Lewis and Roca by John P. Frank, Kathryn E. Underwood, Bryan Cave by Marshall W. Anstandig, Gregg H. Temple, Robin Perin, Phoenix, for defendant-appellant.


VOSS, Judge.

This appeal arises out of the trial court’s finding that the liability insurance coverage provided by Arizona Revised Statutes Annotated (“A.R.S.”) section 41-621 (Supp. 1993) is not “occurrence coverage” as that term is used in the insurance industry. We disagree and reverse the trial court’s ruling.

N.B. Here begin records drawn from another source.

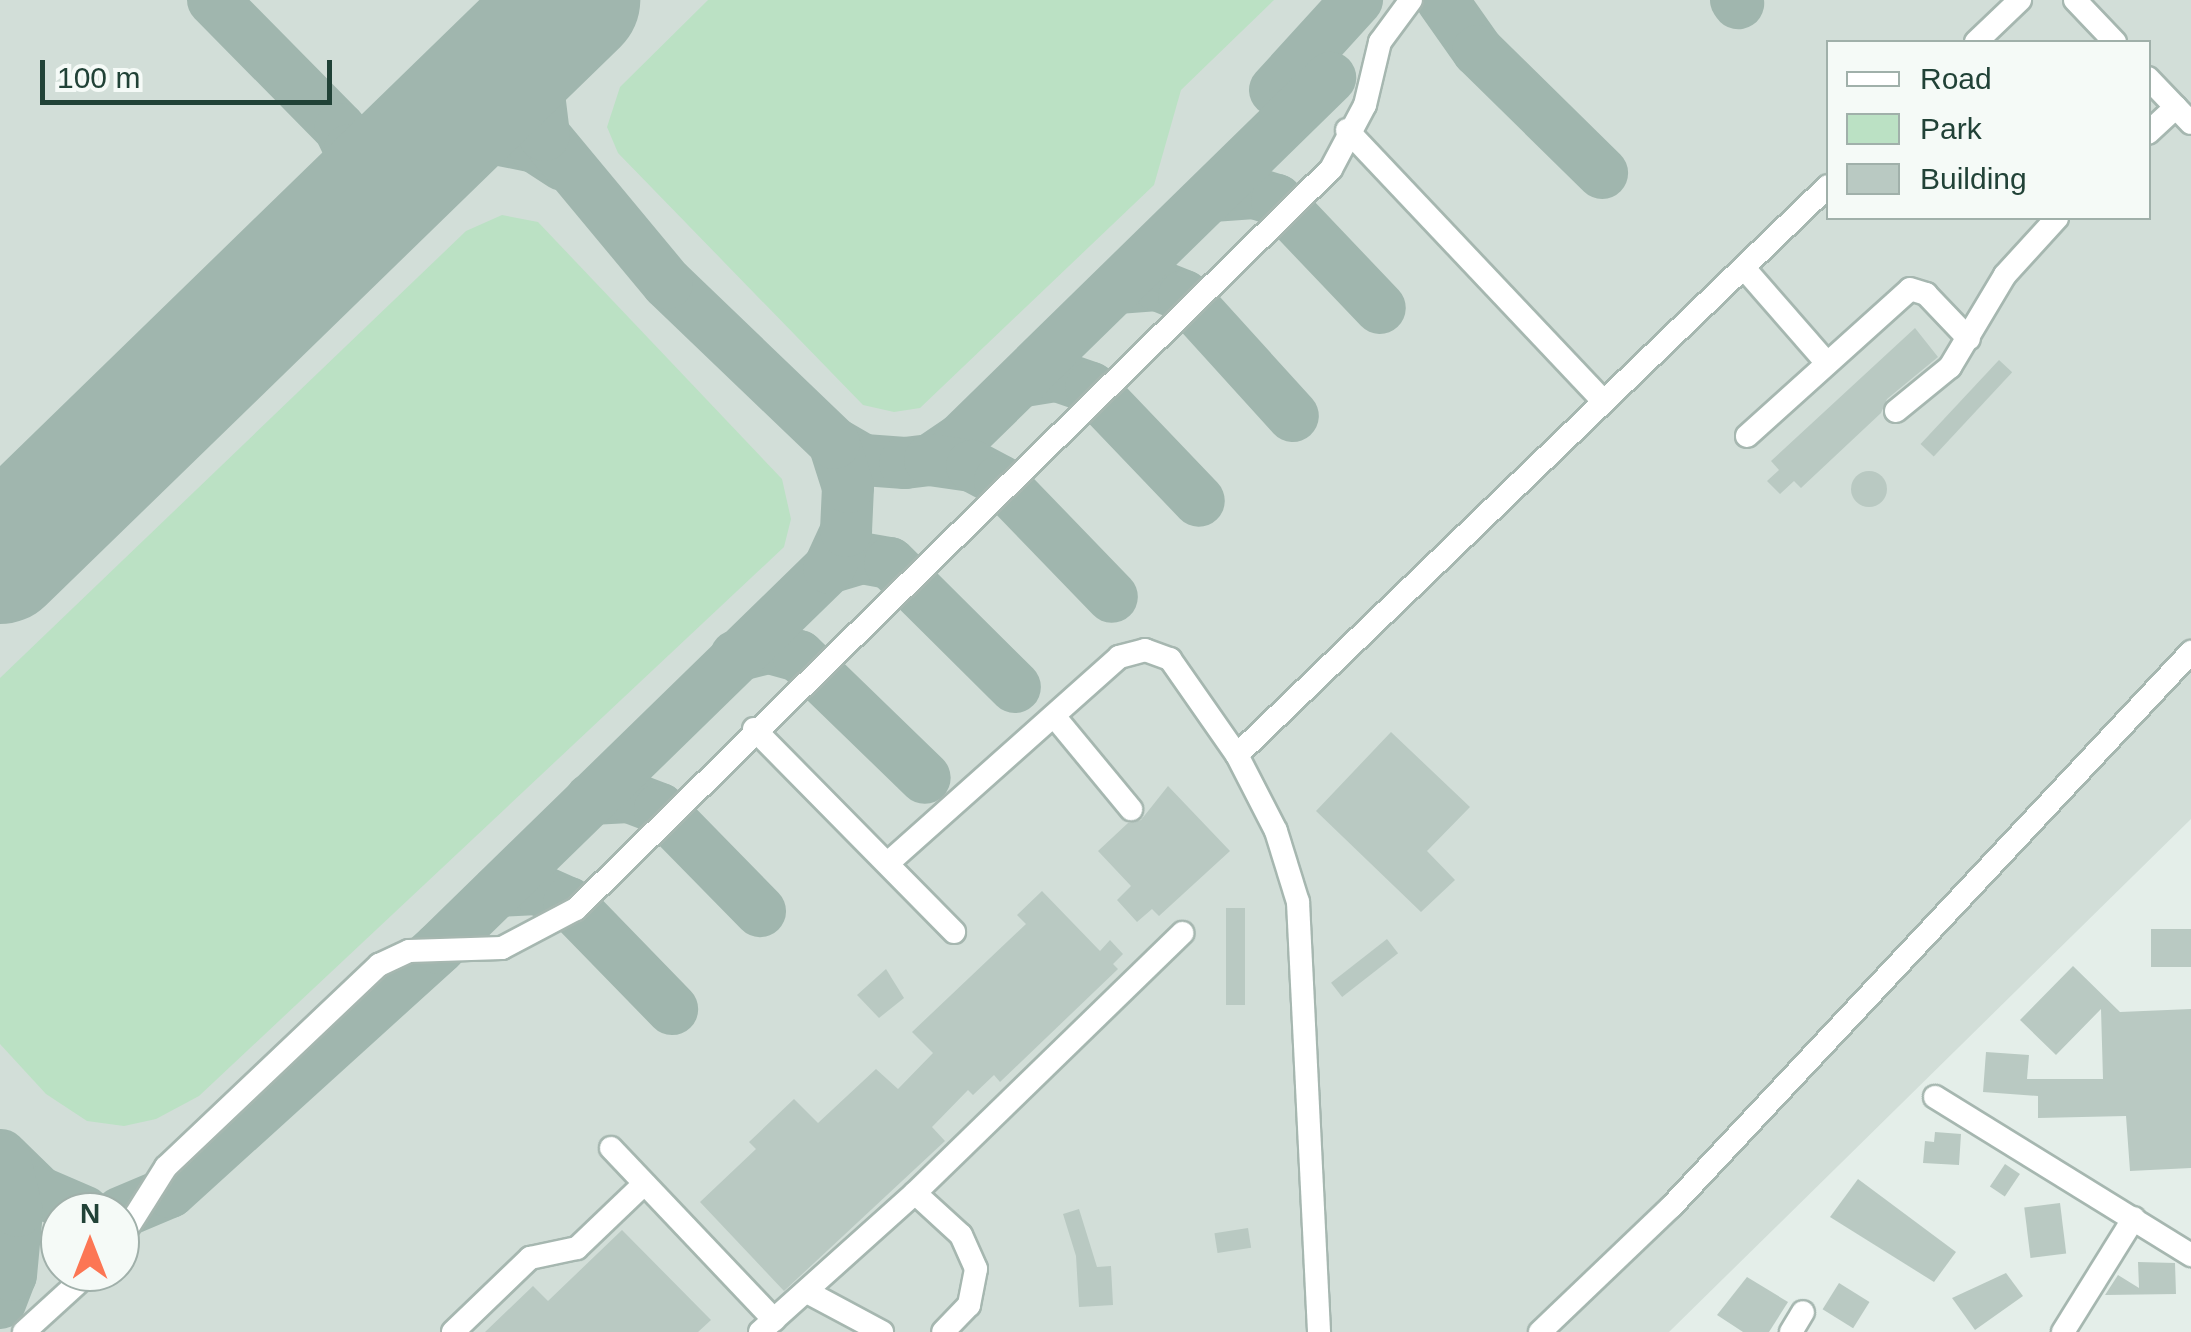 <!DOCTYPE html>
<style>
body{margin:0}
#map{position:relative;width:2191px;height:1332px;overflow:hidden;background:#e4eee9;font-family:Arial,sans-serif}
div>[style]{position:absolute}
.built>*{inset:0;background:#d2ded8}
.green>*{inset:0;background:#bbe1c4}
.taxiway>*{height:52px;margin:-26px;padding:0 26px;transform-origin:26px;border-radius:26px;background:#a0b6ae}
.runway>*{height:132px;margin:-66px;padding:0 66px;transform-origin:66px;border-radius:66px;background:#a0b6ae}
.building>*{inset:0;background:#b9c9c2;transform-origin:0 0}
.round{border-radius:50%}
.roads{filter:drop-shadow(2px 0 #a6b7b0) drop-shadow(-2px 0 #a6b7b0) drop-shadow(0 2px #a6b7b0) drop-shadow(0 -2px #a6b7b0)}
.minor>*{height:22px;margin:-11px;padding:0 11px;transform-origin:11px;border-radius:11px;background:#fff}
span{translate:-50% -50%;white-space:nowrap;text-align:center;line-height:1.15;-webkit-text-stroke:8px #f5faf7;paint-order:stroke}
.legend{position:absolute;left:1826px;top:40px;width:325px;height:180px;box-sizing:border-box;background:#f5faf7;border:2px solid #a0b0aa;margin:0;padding:12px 18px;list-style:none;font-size:30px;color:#214237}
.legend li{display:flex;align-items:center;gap:20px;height:50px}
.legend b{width:50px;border:2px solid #a0b0aa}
.north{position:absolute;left:40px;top:1192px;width:100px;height:100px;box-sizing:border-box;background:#f5faf7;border:2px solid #a0b0aa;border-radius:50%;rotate:0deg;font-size:28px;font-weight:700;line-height:40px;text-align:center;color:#214237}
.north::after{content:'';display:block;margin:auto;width:35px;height:45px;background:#fc7654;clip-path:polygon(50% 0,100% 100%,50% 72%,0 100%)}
.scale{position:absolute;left:40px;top:60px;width:292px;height:45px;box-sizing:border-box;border:5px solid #214237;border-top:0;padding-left:12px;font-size:30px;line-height:35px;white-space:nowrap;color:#214237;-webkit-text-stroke:8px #f5faf7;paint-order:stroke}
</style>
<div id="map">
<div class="built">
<i style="clip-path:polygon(evenodd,0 0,2191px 0,2191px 819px,1669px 1332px,0 1332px,0 0,1828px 42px,2148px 42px,2148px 218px,1828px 218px,1828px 42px,0 0,60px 1212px,120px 1212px,120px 1272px,60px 1272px,60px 1212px)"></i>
</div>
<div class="green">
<i style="clip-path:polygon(708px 0,1274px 0,1181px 90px,1154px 185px,920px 408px,894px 412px,863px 405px,618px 153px,607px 127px,620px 87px)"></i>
<i style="clip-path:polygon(502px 215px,538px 222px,782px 479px,791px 519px,784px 547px,199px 1096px,156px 1119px,124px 1126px,87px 1121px,46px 1094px,0 1044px,0 678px,466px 231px)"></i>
</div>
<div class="taxiway">
<i style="left:213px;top:0;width:181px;rotate:45.4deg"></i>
<i style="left:340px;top:129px;width:23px;rotate:65deg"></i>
<i style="left:350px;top:150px;width:38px;rotate:84deg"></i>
<i style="left:354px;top:188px;width:53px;rotate:112.2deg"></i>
<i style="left:1442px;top:0;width:62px;rotate:54.8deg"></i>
<i style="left:1478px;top:51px;width:174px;rotate:44.5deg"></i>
<i style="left:1736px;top:0;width:4px;rotate:56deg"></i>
<i style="left:1275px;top:90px;width:122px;rotate:-47.7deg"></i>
<i style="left:409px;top:160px;width:34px;rotate:-28deg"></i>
<i style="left:439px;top:144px;width:47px;rotate:-8.7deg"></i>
<i style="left:485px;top:137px;width:51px;rotate:11.3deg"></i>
<i style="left:535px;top:147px;width:33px;rotate:33deg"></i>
<i style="left:1212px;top:196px;width:42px;rotate:-4.1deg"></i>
<i style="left:1254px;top:193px;width:24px;rotate:17deg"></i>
<i style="left:1277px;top:200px;width:149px;rotate:46.4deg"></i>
<i style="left:1117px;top:288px;width:40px;rotate:-4.3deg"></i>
<i style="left:1157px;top:285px;width:29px;rotate:22deg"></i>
<i style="left:1184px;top:296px;width:162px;rotate:47.8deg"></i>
<i style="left:1024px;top:381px;width:33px;rotate:-9deg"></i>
<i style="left:1057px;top:376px;width:36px;rotate:19deg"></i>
<i style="left:1091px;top:388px;width:156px;rotate:46.3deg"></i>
<i style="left:834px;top:443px;width:34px;rotate:30deg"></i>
<i style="left:864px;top:460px;width:41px;rotate:4.2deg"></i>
<i style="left:905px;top:463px;width:25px;rotate:-7deg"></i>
<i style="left:930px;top:460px;width:36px;rotate:-34deg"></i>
<i style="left:960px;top:440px;width:518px;rotate:-44.37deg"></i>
<i style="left:930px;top:460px;width:42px;rotate:8.1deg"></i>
<i style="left:972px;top:466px;width:32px;rotate:28deg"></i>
<i style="left:1000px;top:481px;width:161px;rotate:46deg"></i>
<i style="left:829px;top:568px;width:34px;rotate:-17deg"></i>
<i style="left:861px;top:558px;width:29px;rotate:10deg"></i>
<i style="left:890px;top:563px;width:176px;rotate:44.8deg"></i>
<i style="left:736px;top:656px;width:34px;rotate:-14deg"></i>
<i style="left:769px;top:648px;width:31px;rotate:15deg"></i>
<i style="left:799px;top:656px;width:175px;rotate:44.1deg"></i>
<i style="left:591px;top:799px;width:38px;rotate:-3deg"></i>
<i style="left:629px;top:797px;width:33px;rotate:21deg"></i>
<i style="left:660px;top:809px;width:143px;rotate:45.6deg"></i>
<i style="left:498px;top:891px;width:39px;rotate:-3deg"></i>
<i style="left:537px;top:889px;width:35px;rotate:24deg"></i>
<i style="left:569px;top:903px;width:148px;rotate:45.8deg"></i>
<i style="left:1px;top:1155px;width:53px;rotate:44.2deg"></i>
<i style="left:39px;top:1192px;width:50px;rotate:23.5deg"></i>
<i style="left:120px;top:1213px;width:54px;rotate:-22.8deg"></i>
<i style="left:170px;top:1192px;width:363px;rotate:-42.2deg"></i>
<i style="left:439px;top:948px;width:545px;rotate:-44.26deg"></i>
<i style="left:829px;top:568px;width:41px;rotate:-65.3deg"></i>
<i style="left:846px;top:531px;width:44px;rotate:-87.4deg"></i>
<i style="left:848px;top:487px;width:46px;rotate:-107.7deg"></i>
<i style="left:834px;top:443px;width:231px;rotate:-136.2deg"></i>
<i style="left:667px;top:283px;width:192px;rotate:-129.7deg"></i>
<i style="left:544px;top:135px;width:74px;rotate:-97deg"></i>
<i style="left:535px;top:62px;width:38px;rotate:-70deg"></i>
<i style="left:0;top:1303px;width:30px;rotate:-69deg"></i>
<i style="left:11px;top:1275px;width:64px;rotate:-84.6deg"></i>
<i style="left:17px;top:1211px;width:53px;rotate:-103deg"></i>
</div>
<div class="runway">
<i style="left:0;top:558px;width:801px;rotate:-44.19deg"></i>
</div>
<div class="building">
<i style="clip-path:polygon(1915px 328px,1938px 357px,1887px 399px,1881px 413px,1801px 488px,1794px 481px,1780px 494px,1767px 481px,1779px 470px,1771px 461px)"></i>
<i style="left:1999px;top:360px;width:18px;height:115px;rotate:43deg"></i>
<i class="round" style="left:1851px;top:471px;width:36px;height:36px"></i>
<i style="clip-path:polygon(1391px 732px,1470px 807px,1427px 851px,1455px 880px,1421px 912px,1316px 811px)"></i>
<i style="clip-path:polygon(1168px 786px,1230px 851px,1159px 916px,1152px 909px,1137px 922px,1117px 900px,1131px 886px,1098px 851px,1128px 823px,1141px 820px)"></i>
<i style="clip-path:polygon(1042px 891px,1100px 951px,1110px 940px,1123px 954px,1113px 964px,1118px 969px,1000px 1082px,994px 1075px,973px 1095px,968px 1090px,932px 1127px,945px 1141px,784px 1291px,700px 1202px,756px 1149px,749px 1142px,794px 1099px,818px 1123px,876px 1069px,898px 1089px,933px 1053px,912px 1032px,1026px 924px,1017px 915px)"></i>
<i style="left:1226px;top:908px;width:19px;height:97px"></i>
<i style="left:2191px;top:929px;width:38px;height:40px;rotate:90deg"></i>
<i style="left:1387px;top:939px;width:18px;height:71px;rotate:52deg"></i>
<i style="clip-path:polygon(2073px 966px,2120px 1012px,2191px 1009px,2191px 1168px,2130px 1171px,2126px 1116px,2038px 1118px,2038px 1096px,1983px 1092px,1986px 1052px,2029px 1055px,2027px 1079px,2103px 1079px,2101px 1009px,2056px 1055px,2020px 1020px)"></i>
<i style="clip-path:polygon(886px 969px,904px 998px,879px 1018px,857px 995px)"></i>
<i style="clip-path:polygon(1935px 1132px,1961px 1134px,1959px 1165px,1923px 1163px,1925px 1141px,1934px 1142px)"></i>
<i style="left:2005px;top:1164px;width:18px;height:27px;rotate:34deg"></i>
<i style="clip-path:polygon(1858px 1179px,1956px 1252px,1934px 1282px,1830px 1217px)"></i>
<i style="left:2060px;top:1203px;width:51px;height:36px;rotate:83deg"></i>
<i style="clip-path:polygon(1079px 1209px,1097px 1267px,1111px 1266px,1113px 1305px,1079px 1307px,1076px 1256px,1063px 1214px)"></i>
<i style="left:1248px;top:1228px;width:20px;height:34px;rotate:81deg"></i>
<i style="clip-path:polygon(622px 1230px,711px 1320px,698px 1332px,485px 1332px,533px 1286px,548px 1301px)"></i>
<i style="clip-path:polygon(2138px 1262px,2175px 1263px,2176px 1294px,2105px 1295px,2118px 1275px,2139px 1288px)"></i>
<i style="clip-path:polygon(2006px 1273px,2023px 1296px,1975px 1330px,1952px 1298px)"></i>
<i style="clip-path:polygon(1747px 1277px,1788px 1302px,1769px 1332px,1743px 1332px,1717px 1315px)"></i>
<i style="left:1839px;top:1283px;width:36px;height:31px;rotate:32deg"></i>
</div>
<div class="roads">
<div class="minor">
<i style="left:2075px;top:0;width:58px;rotate:46.4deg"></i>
<i style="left:1976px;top:42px;width:61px;rotate:-43.7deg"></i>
<i style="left:2148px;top:78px;width:62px;rotate:46.3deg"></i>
<i style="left:1347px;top:130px;width:370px;rotate:46.6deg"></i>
<i style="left:2148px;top:133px;width:38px;rotate:-43deg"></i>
<i style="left:1744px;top:268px;width:126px;rotate:48.9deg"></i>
<i style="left:1896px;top:411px;width:70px;rotate:-39.2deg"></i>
<i style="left:1950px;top:367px;width:107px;rotate:-59.1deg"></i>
<i style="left:2005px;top:275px;width:77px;rotate:-47.6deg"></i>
<i style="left:1747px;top:436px;width:219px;rotate:-42deg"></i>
<i style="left:1910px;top:289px;width:17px;rotate:17deg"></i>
<i style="left:1926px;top:294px;width:62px;rotate:46.3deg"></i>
<i style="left:1054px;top:716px;width:121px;rotate:50.4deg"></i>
<i style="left:754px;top:729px;width:285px;rotate:45.4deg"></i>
<i style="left:1237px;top:755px;width:820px;rotate:-43.91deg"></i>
<i style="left:888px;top:863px;width:310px;rotate:-41.7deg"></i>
<i style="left:1119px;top:657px;width:27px;rotate:-15deg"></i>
<i style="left:1145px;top:650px;width:27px;rotate:20deg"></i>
<i style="left:1170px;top:659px;width:117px;rotate:55.1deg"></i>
<i style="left:1237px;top:755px;width:85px;rotate:62.8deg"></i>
<i style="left:1276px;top:831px;width:74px;rotate:72.8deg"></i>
<i style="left:1298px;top:902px;width:431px;rotate:87.2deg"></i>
<i style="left:1935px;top:1097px;width:301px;rotate:31.7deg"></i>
<i style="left:611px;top:1148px;width:237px;rotate:46.5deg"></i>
<i style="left:915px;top:1193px;width:62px;rotate:42.4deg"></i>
<i style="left:961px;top:1235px;width:37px;rotate:66deg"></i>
<i style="left:976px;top:1269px;width:37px;rotate:101deg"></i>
<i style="left:969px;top:1305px;width:37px;rotate:134deg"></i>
<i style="left:120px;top:1240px;width:86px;rotate:-57.8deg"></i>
<i style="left:166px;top:1167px;width:294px;rotate:-43.5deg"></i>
<i style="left:379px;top:965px;width:33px;rotate:-25deg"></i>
<i style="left:409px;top:951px;width:93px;rotate:-1.8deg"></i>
<i style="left:502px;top:948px;width:84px;rotate:-27.8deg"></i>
<i style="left:576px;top:909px;width:1057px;rotate:-44.43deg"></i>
<i style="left:1331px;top:169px;width:72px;rotate:-62deg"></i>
<i style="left:1365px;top:105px;width:65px;rotate:-76.6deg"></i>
<i style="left:1380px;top:42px;width:52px;rotate:-53.6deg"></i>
<i style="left:809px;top:1293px;width:83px;rotate:28.1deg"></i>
<i style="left:24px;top:1332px;width:89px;rotate:-42.3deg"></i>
<i style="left:453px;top:1332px;width:107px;rotate:-43.9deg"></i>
<i style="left:530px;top:1258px;width:48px;rotate:-12deg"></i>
<i style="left:577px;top:1248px;width:93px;rotate:-43.7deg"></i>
<i style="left:760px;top:1332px;width:208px;rotate:-41.9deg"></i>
<i style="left:915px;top:1193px;width:373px;rotate:-44.2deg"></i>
<i style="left:1540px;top:1332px;width:181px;rotate:-43.7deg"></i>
<i style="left:1671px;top:1207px;width:761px;rotate:-46.86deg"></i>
<i style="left:1791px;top:1332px;width:23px;rotate:-59deg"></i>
<i style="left:2063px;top:1332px;width:134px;rotate:-58.1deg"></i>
</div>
</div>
<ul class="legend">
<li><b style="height:12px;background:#fff"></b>Road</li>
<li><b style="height:28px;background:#bbe1c4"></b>Park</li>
<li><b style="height:28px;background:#b9c9c2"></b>Building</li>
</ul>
<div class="north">N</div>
<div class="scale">100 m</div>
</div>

University Physicians, Inc. (“UPI”) is a nonprofit corporation formed in 1984. UPI employs physicians (“Physicians”) who provide health care services to the public. Physicians also are employed by the State of Arizona Board of Regents to teach and to conduct research as faculty of the University of Arizona College of Medicine.

As employees of the Board of Regents, Physicians are provided liability insurance coverage pursuant to A.R.S. sections 41-621
to -625 (1992 Supp. 1993) when acting as state employees.[1]
Until July 1, 1993, Physicians also were provided liability insurance coverage for acts or omissions in providing health care services to the public even though they were not acting as state employees.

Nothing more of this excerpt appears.